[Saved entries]
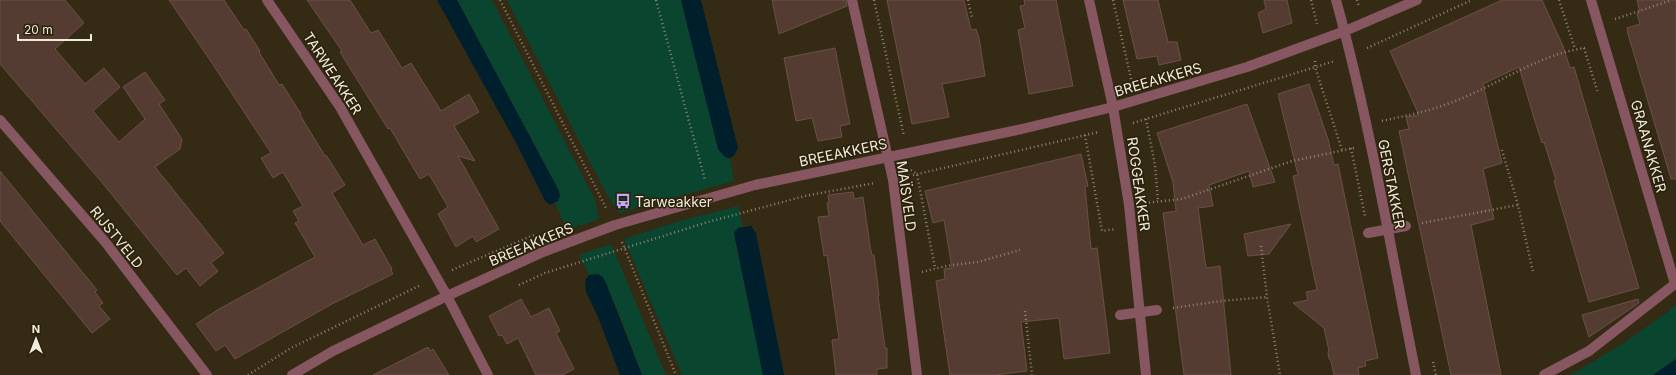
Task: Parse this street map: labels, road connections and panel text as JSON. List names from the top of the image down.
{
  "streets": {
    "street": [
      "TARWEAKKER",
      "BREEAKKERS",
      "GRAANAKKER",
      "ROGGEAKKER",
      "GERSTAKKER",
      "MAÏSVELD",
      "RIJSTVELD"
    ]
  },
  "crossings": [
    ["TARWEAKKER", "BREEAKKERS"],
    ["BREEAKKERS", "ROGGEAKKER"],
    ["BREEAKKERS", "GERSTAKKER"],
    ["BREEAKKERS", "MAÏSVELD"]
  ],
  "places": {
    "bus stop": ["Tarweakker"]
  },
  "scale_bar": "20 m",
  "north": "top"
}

**Exercise aim:** The task calls for every line of the data to be returned exactly, without pictures.

**Reply to the exercise:**
Task: Parse this street map: labels, road connections and panel text as JSON. List names from the top of the image down.
{
  "streets": {
    "street": [
      "TARWEAKKER",
      "BREEAKKERS",
      "GRAANAKKER",
      "ROGGEAKKER",
      "GERSTAKKER",
      "MAÏSVELD",
      "RIJSTVELD"
    ]
  },
  "crossings": [
    ["TARWEAKKER", "BREEAKKERS"],
    ["BREEAKKERS", "ROGGEAKKER"],
    ["BREEAKKERS", "GERSTAKKER"],
    ["BREEAKKERS", "MAÏSVELD"]
  ],
  "places": {
    "bus stop": ["Tarweakker"]
  },
  "scale_bar": "20 m",
  "north": "top"
}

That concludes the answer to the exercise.